# Work to complete:
Output each record verbatim, with pictures left out.

[Saved entries]
--- START ---

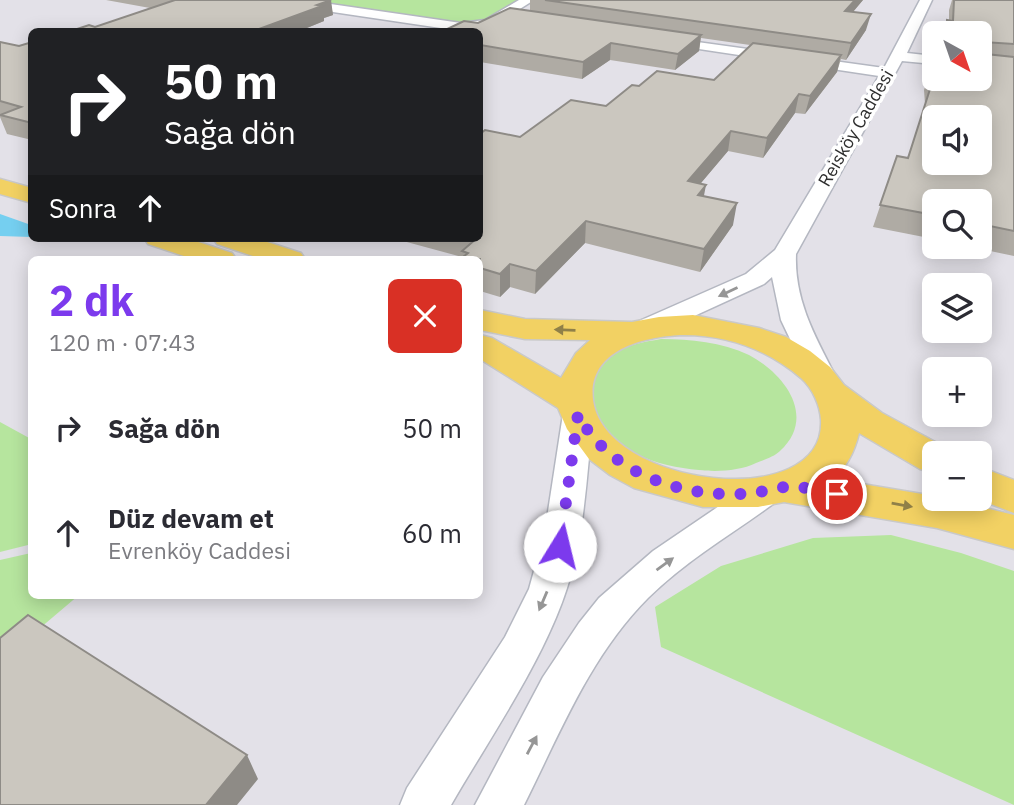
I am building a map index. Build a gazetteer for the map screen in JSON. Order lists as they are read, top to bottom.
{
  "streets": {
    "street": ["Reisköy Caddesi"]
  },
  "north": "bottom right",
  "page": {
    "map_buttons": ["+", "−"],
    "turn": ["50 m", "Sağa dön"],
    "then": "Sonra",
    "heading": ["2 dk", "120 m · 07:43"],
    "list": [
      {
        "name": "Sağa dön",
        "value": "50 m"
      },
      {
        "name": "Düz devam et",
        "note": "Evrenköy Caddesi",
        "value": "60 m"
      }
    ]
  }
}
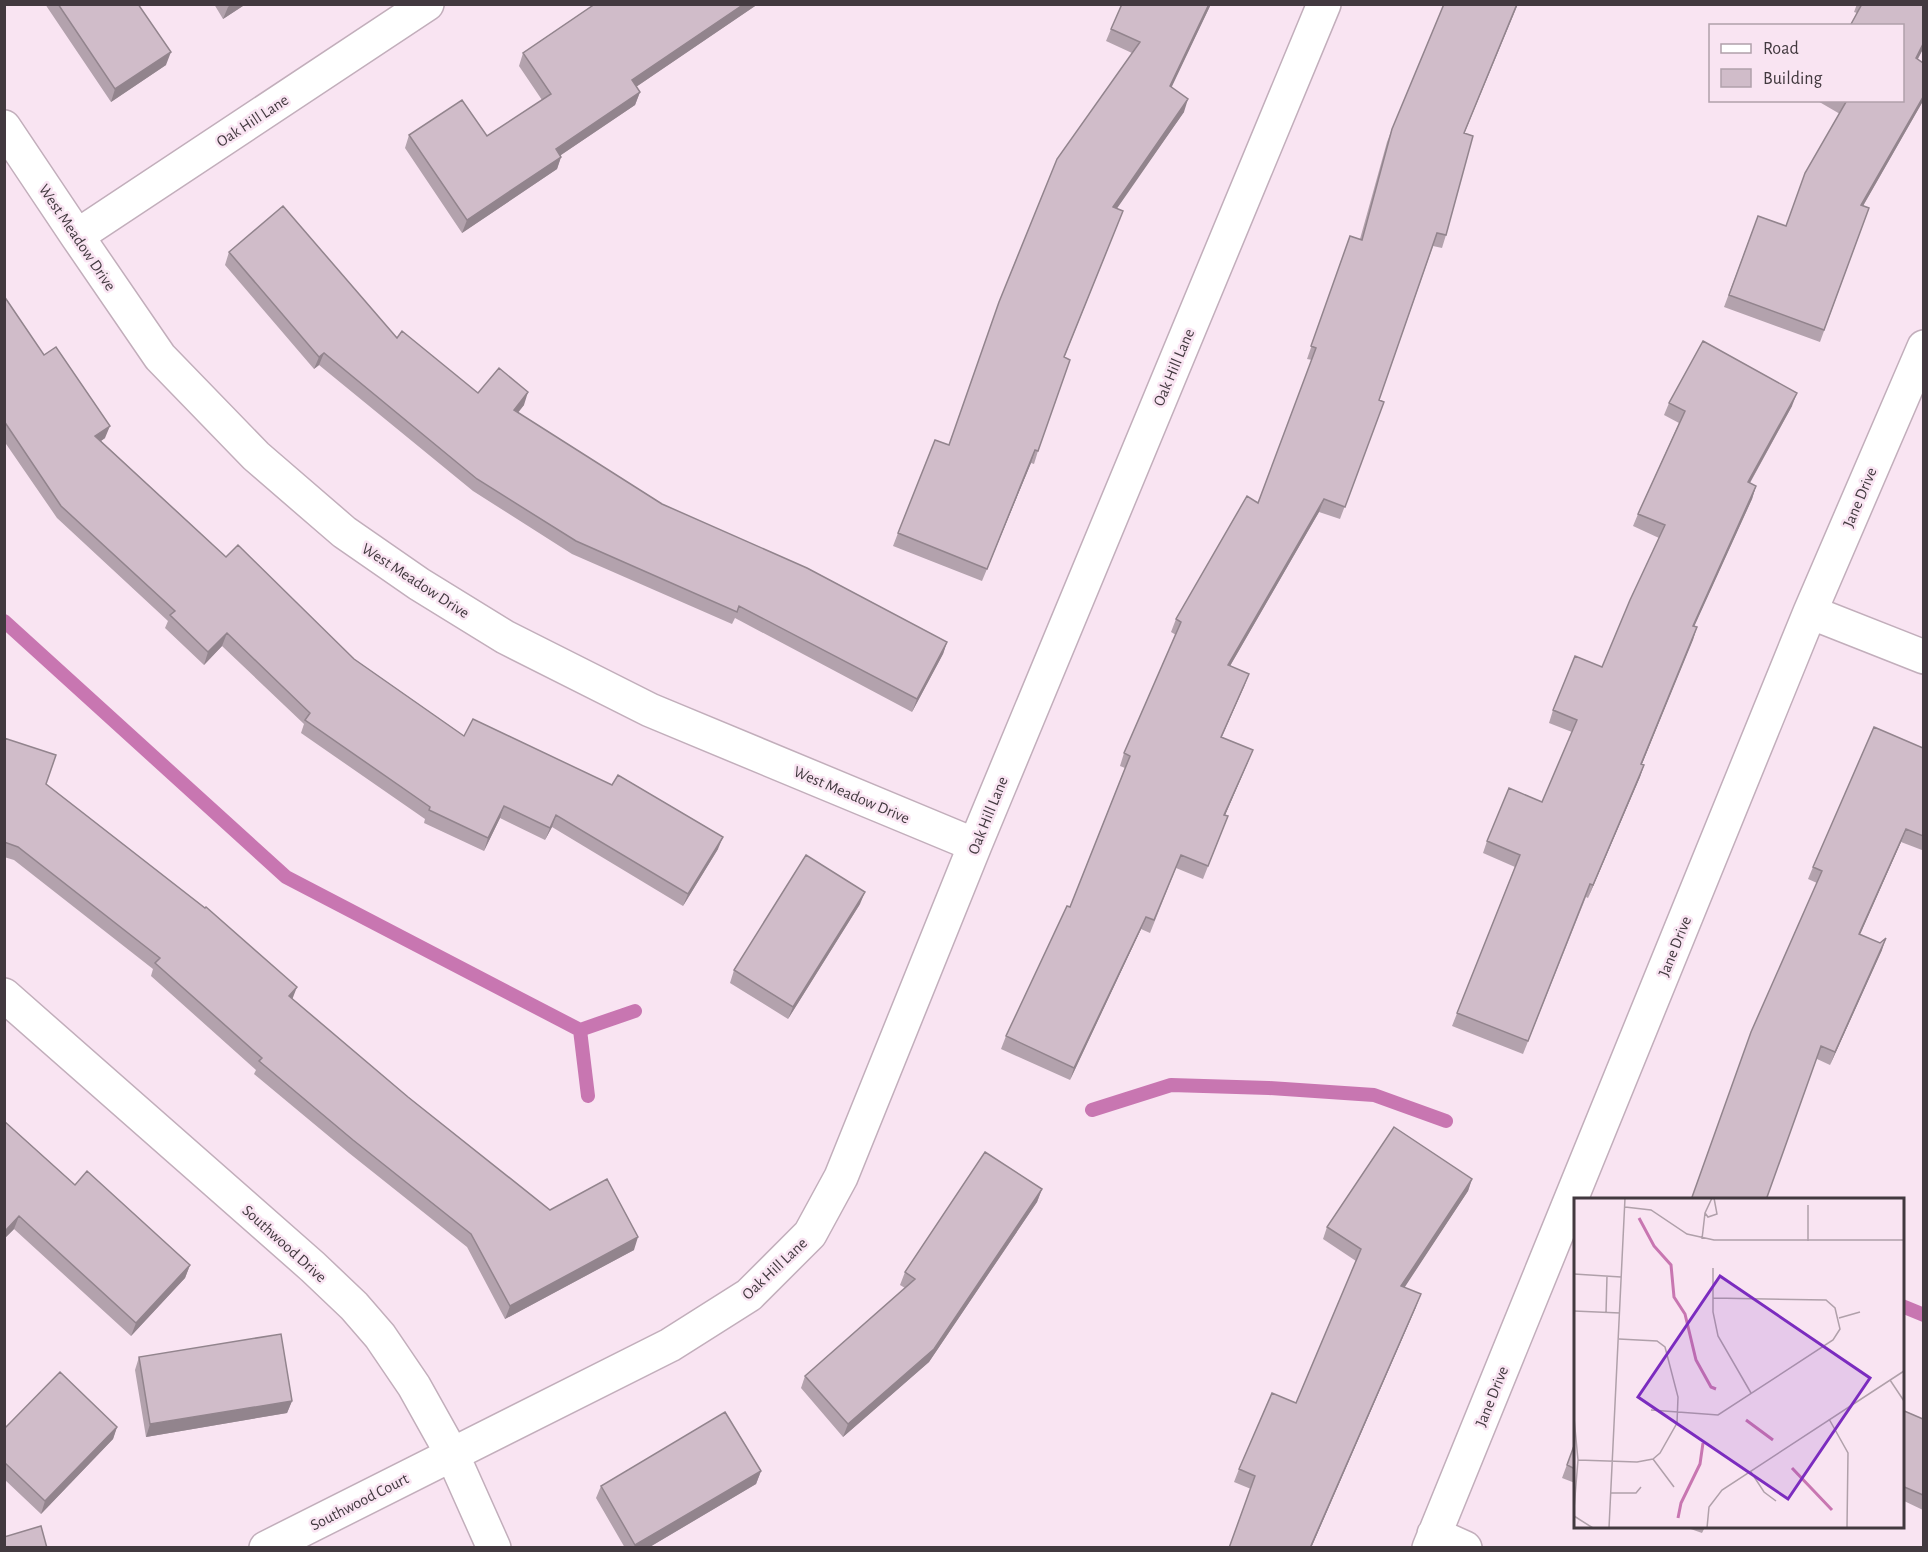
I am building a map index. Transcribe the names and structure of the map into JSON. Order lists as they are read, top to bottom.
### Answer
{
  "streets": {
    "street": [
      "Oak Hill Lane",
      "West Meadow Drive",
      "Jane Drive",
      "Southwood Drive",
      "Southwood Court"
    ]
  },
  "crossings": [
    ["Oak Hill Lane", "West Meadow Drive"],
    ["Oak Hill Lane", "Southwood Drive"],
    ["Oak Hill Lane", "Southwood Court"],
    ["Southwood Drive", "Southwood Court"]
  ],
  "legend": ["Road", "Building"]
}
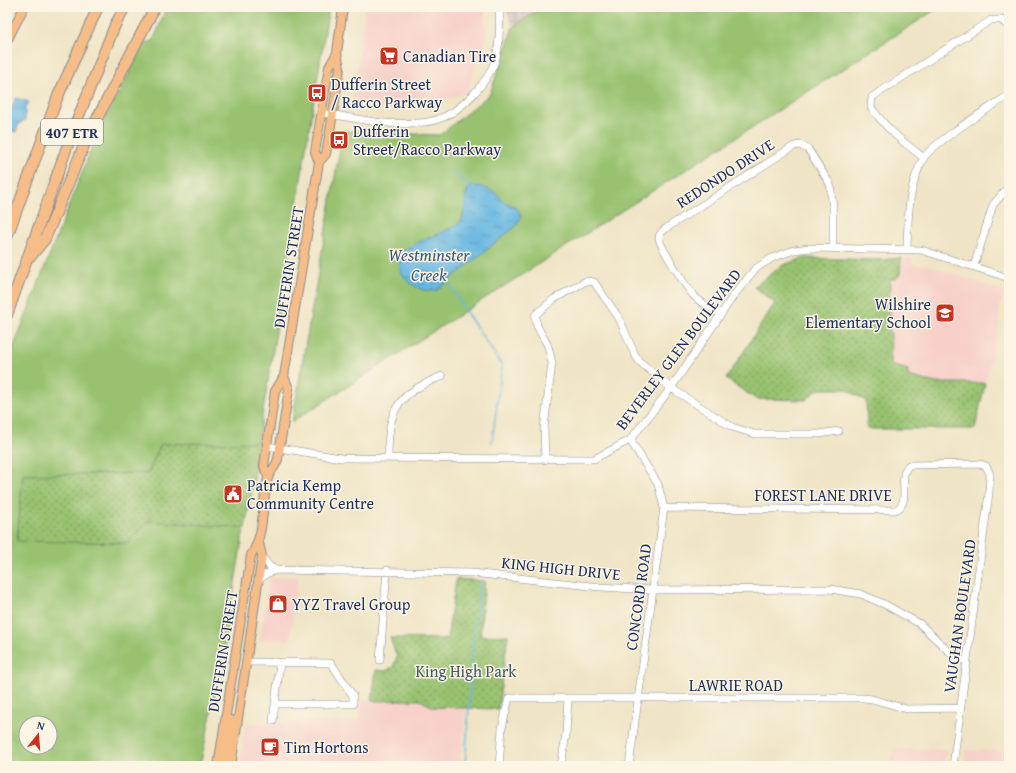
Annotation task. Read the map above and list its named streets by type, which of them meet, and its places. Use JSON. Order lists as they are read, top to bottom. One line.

--- END ---

# Output of the task:
I am building a map index. Build a gazetteer for the map screen in JSON. Order lists as they are read, top to bottom.
{
  "streets": {
    "street": ["Reisköy Caddesi"]
  },
  "north": "bottom right",
  "page": {
    "map_buttons": ["+", "−"],
    "turn": ["50 m", "Sağa dön"],
    "then": "Sonra",
    "heading": ["2 dk", "120 m · 07:43"],
    "list": [
      {
        "name": "Sağa dön",
        "value": "50 m"
      },
      {
        "name": "Düz devam et",
        "note": "Evrenköy Caddesi",
        "value": "60 m"
      }
    ]
  }
}
I am building a map index. Transcribe the names and structure of the map into JSON. Order lists as they are read, top to bottom.
### Answer
{
  "streets": {
    "street": [
      "Oak Hill Lane",
      "West Meadow Drive",
      "Jane Drive",
      "Southwood Drive",
      "Southwood Court"
    ]
  },
  "crossings": [
    ["Oak Hill Lane", "West Meadow Drive"],
    ["Oak Hill Lane", "Southwood Drive"],
    ["Oak Hill Lane", "Southwood Court"],
    ["Southwood Drive", "Southwood Court"]
  ],
  "legend": ["Road", "Building"]
}
Annotation task. Read the map above and list its named streets by type, which of them meet, and its places. Use JSON. Order lists as they are read, top to bottom. One line.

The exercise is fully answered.